■ THE TASK
How many lines in the listing below include the word "boxes"? Answer with the number and nothing else.

■ INPUT MATERIAL
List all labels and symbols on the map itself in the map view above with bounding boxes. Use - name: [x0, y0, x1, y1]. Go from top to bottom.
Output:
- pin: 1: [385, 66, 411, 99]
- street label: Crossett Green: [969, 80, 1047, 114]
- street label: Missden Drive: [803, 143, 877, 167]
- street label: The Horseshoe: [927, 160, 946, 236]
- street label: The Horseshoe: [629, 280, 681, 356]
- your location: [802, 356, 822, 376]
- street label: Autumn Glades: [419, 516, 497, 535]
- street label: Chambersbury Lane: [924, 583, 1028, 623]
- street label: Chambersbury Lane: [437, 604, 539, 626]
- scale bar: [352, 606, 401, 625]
---
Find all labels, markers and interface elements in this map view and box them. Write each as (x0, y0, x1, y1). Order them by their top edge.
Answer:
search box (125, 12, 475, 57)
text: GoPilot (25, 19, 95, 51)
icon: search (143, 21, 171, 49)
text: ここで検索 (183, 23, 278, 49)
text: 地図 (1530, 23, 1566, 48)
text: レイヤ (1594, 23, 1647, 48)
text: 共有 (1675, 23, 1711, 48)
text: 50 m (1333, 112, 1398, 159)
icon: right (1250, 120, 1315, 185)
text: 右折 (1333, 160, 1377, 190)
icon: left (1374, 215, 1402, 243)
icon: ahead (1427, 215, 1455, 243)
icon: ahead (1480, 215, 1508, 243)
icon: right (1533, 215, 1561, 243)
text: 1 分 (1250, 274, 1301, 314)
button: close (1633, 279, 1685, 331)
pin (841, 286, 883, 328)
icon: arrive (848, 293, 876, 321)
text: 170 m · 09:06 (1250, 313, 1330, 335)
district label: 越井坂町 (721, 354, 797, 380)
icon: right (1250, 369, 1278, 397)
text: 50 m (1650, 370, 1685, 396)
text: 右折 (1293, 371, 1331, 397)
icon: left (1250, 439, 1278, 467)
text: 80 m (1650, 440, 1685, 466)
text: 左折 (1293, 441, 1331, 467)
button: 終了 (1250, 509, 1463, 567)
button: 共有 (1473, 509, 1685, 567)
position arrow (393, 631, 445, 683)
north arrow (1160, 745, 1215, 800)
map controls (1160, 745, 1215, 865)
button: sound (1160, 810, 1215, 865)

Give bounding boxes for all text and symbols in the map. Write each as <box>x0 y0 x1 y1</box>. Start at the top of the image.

■ RESPONSE FOR THIS EXERCISE
2